Stored entries |
......

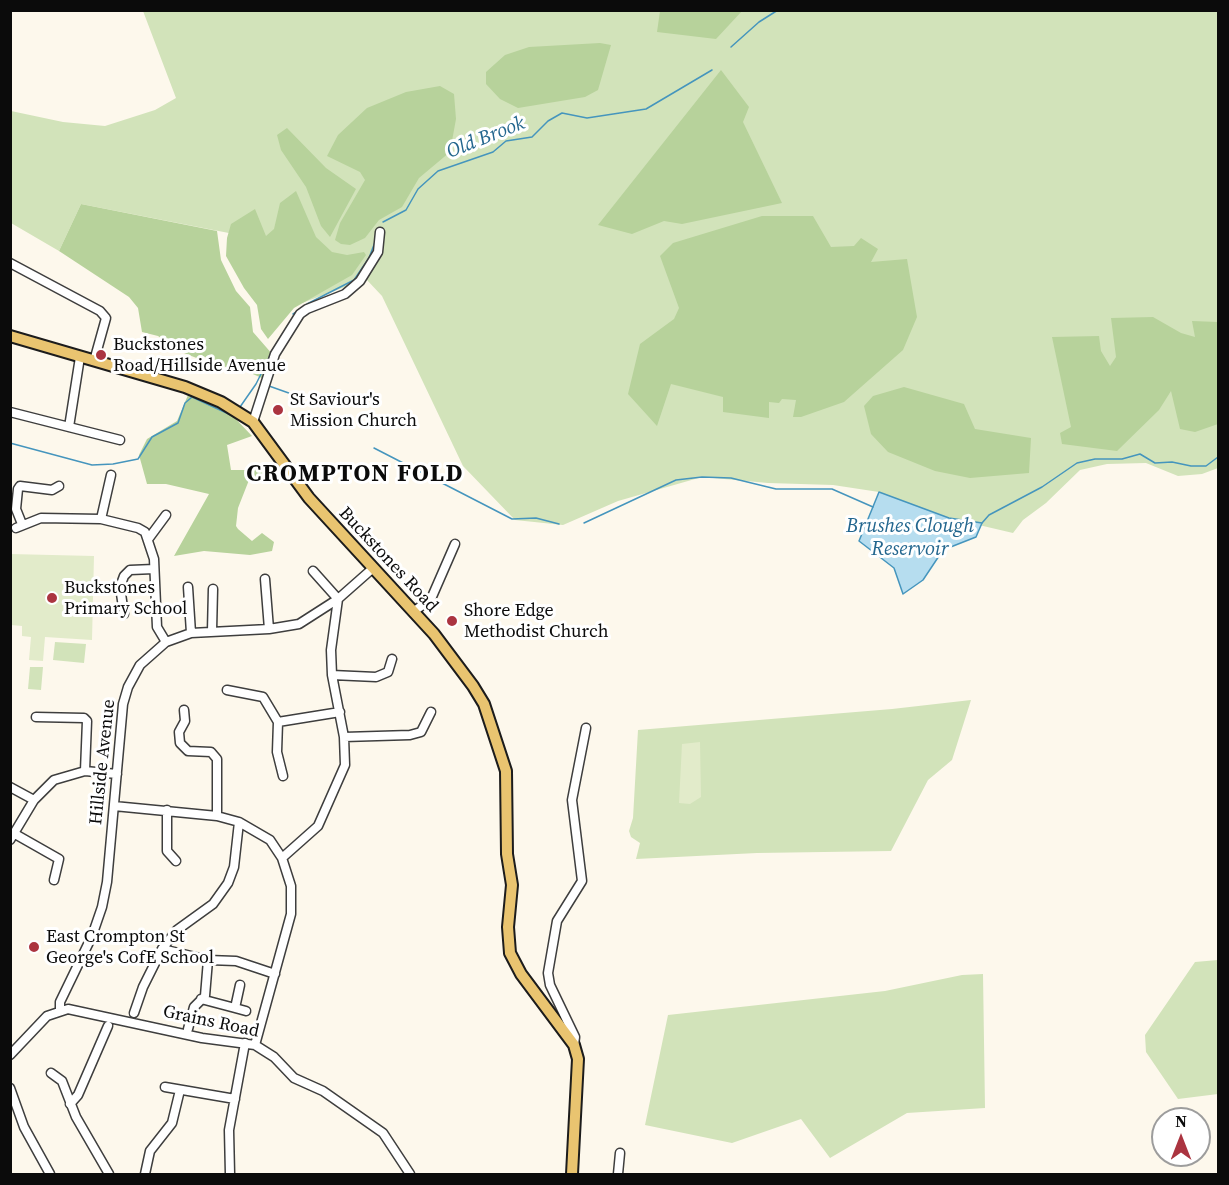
<!DOCTYPE html>
<html>
<head>
<meta charset="utf-8">
<style>
	body { margin:0 }
	#map { position:relative; width:1229px; height:1185px; overflow:hidden; background:#fdf8ec; font-family:"Source Serif 4",serif }
	canvas { display:block }
	.frame { position:absolute; inset:0; border:12px solid #0b0b0b; pointer-events:none }
	.north { position:absolute; left:1151px; top:1107px; width:60px; height:60px; box-sizing:border-box; background:#fff; border:2px solid #9d9d9d; border-radius:50%; rotate:0deg; font-size:16px; font-weight:700; line-height:24px; text-align:center; color:#0b0b0b }
	.north::after { content:''; display:block; margin:auto; width:21px; height:27px; background:#ab3440; clip-path:polygon(50% 0,100% 100%,50% 72%,0 100%) }
</style>
</head>
<body>
<div id="map">
<canvas width="1229" height="1185"></canvas>
<div class="frame"></div>
<div class="north">N</div>
</div>
<script>
const g = document.querySelector('canvas').getContext('2d');
g.lineJoin = 'round';
function fillPath(path, color) { g.fillStyle = color; g.fill(path, 'evenodd'); }
const shape = rows => new Path2D(rows.map(r => 'M' + r).join(''));
function strokePath(path, color, width, dash) { g.strokeStyle = color; g.lineWidth = width; g.lineCap = dash ? 'butt' : 'round'; g.setLineDash(dash || []); g.stroke(path); }
function label(font, color, halo, rows, align = 'center') {
  g.font = font + ' "Source Serif 4",serif'; g.lineWidth = 6; g.setLineDash([]); g.textBaseline = 'middle'; g.strokeStyle = halo; g.fillStyle = color; for (const [text, x, y, turn = 0] of rows) {
    g.save(); g.translate(x, y); g.rotate((+turn || 0) * Math.PI / 180); g.textAlign = isNaN(turn) ? turn : align; if (halo) g.strokeText(text, 0, 0); g.fillText(text, 0, 0); g.restore();
  }
}
fillPath(shape([
	[143,11,1218,11,1218,468,1202,474,1178,476,1146,463,1107,464,1080,470,1046,503,1023,520,1013,533,949,518,879,492,833,485,768,483,702,477,618,501,563,525,515,520,463,466,382,296,366,279,302,303,239,235,81,204,59,251,11,223,11,111,63,122,105,126,155,110,176,98],
	[55,642,86,644,84,663,53,660],
	[30,667,43,667,41,690,28,689],
	[971,700,952,760,928,780,891,851,757,853,636,859,640,843,631,837,629,831,633,818,638,730,892,709],
	[1218,960,1218,1094,1178,1099,1146,1052,1145,1035,1195,962],
	[983,974,985,1108,907,1113,830,1158,801,1119,732,1143,645,1125,668,1015,885,991,962,975]
]), '#d2e3ba');
fillPath(shape([
	[660,11,660,10,742,11,716,39,657,32],
	[600,43,611,45,598,90,585,97,518,108,500,99,486,84,486,72,505,55,529,47],
	[721,70,749,107,743,122,782,203,682,224,664,221,632,234,598,225],
	[440,86,454,94,456,119,450,152,419,178,402,207,379,220,365,238,350,245,341,244,335,240,340,223,365,180,360,172,327,156,338,135,367,108,406,92],
	[287,128,326,168,356,189,330,237,321,226,306,187,281,150,277,135],
	[296,191,316,237,332,252,347,255,364,252,366,255,352,275,294,308,268,339,261,329,257,305,244,288,226,256,227,238,231,224,255,209,266,236,274,229,280,203],
	[81,204,217,231,221,260,236,291,250,307,253,332,273,355,264,379,237,367,234,371,201,355,199,359,179,351,158,336,142,332,138,308,129,297,59,251],
	[762,216,813,216,831,247,854,246,861,238,878,249,871,262,907,259,917,317,903,350,844,402,801,417,793,417,796,400,782,399,779,403,769,402,769,418,723,412,723,397,671,384,657,426,628,394,640,344,674,319,679,308,660,256,673,243],
	[1153,317,1181,333,1195,337,1192,321,1218,322,1218,424,1195,432,1180,429,1171,391,1159,410,1117,451,1062,444,1060,433,1071,427,1052,337,1099,336,1101,351,1110,366,1116,357,1111,318],
	[904,387,964,404,975,429,1031,438,1029,473,970,478,935,471,888,452,871,434,864,406,873,396],
	[188,395,231,414,252,436,227,445,231,470,253,470,272,464,281,474,249,480,238,508,236,526,238,529,252,541,262,533,274,542,272,551,250,555,204,551,174,556,209,494,166,484,147,484,139,455,147,439,177,421]
]), '#b7d29b');
fillPath(shape([
	[10,554,94,556,92,640,45,637,43,661,29,660,31,637,22,636,22,626,11,625],
	[700,742,701,797,690,804,679,803,682,744]
]), '#e2ebca');
const water = shape([
	[879,492,949,518,982,523,976,537,943,550,923,580,903,594,894,568,859,541,879,492]
]);
fillPath(water, '#b6ddef');
strokePath(water, '#4595bd', 1.5);
strokePath(shape([
	[731,47,759,22,778,10],
	[383,222,406,210,418,189,438,171,493,152,506,141,532,137,548,121,562,113,587,118,646,109,712,70],
	[307,304,354,280,369,258,375,242],
	[293,314,298,311],
	[269,386,300,397],
	[240,407,256,384,270,356],
	[10,443,92,465,113,464,138,459,152,437,178,423,185,403,192,397,233,416],
	[374,448,512,519,536,518,559,524],
	[584,523,676,480,702,477,731,478,776,489,832,489,873,507],
	[982,523,989,515,1042,487,1077,463,1095,459,1122,459,1140,454,1155,463,1172,462,1191,466,1206,466,1218,457]
]), '#4595bd', 1.5);
const minor = shape([
	[10,263,100,311,106,318,94,361],
	[10,412,120,440],
	[253,422,275,354,300,314,307,309,345,294,360,281,378,252,380,232],
	[69,427,80,357],
	[101,519,111,475],
	[22,524,16,509,18,489,20,486,52,490,59,486],
	[16,528,41,518,101,519,138,528,145,532,154,559,157,627,166,642],
	[149,538,166,515],
	[265,579,269,629],
	[188,587,191,633],
	[413,612,431,599,455,544],
	[124,614,120,587,124,576,130,570,154,569],
	[212,631,213,589],
	[332,675,376,677,388,672,392,659],
	[227,690,263,697,278,722,277,752,283,776],
	[184,710,185,721,179,732,180,743,188,751,211,752,217,759,217,816],
	[36,717,84,718,87,721,85,771],
	[278,722,340,712],
	[344,737,410,735,421,732,431,712],
	[10,787,34,800],
	[114,806,217,816,239,822,270,840,282,858,291,886,291,914,255,1045],
	[167,810,167,851,176,861],
	[15,834,59,859,54,880],
	[10,840,34,800,54,780,85,771,117,774],
	[282,858,318,826,345,765,344,737,332,675,331,650,338,599,313,571],
	[162,949,208,960,236,961,275,974],
	[201,999,235,1008,240,985],
	[235,1008,246,1011],
	[60,1009,60,1002,92,936,102,907,107,882,123,704,128,687,140,665,166,642,191,633,269,629,299,624,338,599,372,569],
	[134,1013,143,987,162,949,177,930,213,904,228,883,234,867,239,822],
	[188,1029,194,1007,205,996,208,960],
	[574,1045,575,1037,550,985,548,973,557,921,582,881,572,800,586,728],
	[10,1055,47,1016,68,1009,202,1038,255,1045,274,1057,294,1078,323,1091,383,1133,410,1174],
	[51,1073,62,1081,76,1117,109,1174],
	[165,1087,235,1099],
	[10,1088,24,1127,50,1174],
	[70,1104,78,1095,108,1026],
	[145,1174,150,1151,172,1123,180,1090],
	[230,1174,229,1130,245,1043],
	[618,1174,620,1153]
]);
const major = shape([
	[10,336,185,387,221,402,253,422,309,498,434,634,473,686,484,704,506,771,507,854,512,885,508,927,510,953,521,974,574,1045,578,1059,572,1174]
]);
strokePath(minor, '#3e3e3e', 11);
strokePath(major, '#1c1c1c', 14);
strokePath(minor, '#fff', 8);
strokePath(major, '#e9c470', 10);
for (const [x, y, r, color] of [
	[101,355,6,"#ab3440"],
	[278,410,6,"#ab3440"],
	[52,598,6,"#ab3440"],
	[452,621,6,"#ab3440"],
	[34,947,6,"#ab3440"]
]) { const dot = new Path2D(); dot.arc(x, y, r, 0, 2 * Math.PI); g.fillStyle = color; g.fill(dot); strokePath(dot, '#fff', 2); }
label('18px', '#0b0b0b', '#fff', [
	["Buckstones",113,345],
	["Road/Hillside Avenue",113,366],
	["St Saviour's",290,400],
	["Mission Church",290,421],
	["Buckstones",64,588],
	["Primary School",64,609],
	["Shore Edge",464,611],
	["Methodist Church",464,632],
	["East Crompton St",46,937],
	["George's CofE School",46,958]
], 'left');
label('18px', '#0b0b0b', '#fff', [
	["Buckstones Road",388,560,47],
	["Hillside Avenue",103,762,-84],
	["Grains Road",211,1022,12]
]);
label('italic 20px', '#23668e', '#fff', [
	["Old Brook",486,138,-22],
	["Brushes Clough",910,527],
	["Reservoir",910,550]
]);
g.letterSpacing = '1.5px';
label('bold 24px', '#0b0b0b', '#fff', [
	["CROMPTON FOLD",355,475]
]);
g.letterSpacing = '0px';
</script>
</body>
</html>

......

Task item | All lines of the records above with the word "function" in them are to be copied.

Expected answer |
function fillPath(path, color) { g.fillStyle = color; g.fill(path, 'evenodd'); }
function strokePath(path, color, width, dash) { g.strokeStyle = color; g.lineWidth = width; g.lineCap = dash ? 'butt' : 'round'; g.setLineDash(dash || []); g.stroke(path); }
function label(font, color, halo, rows, align = 'center') {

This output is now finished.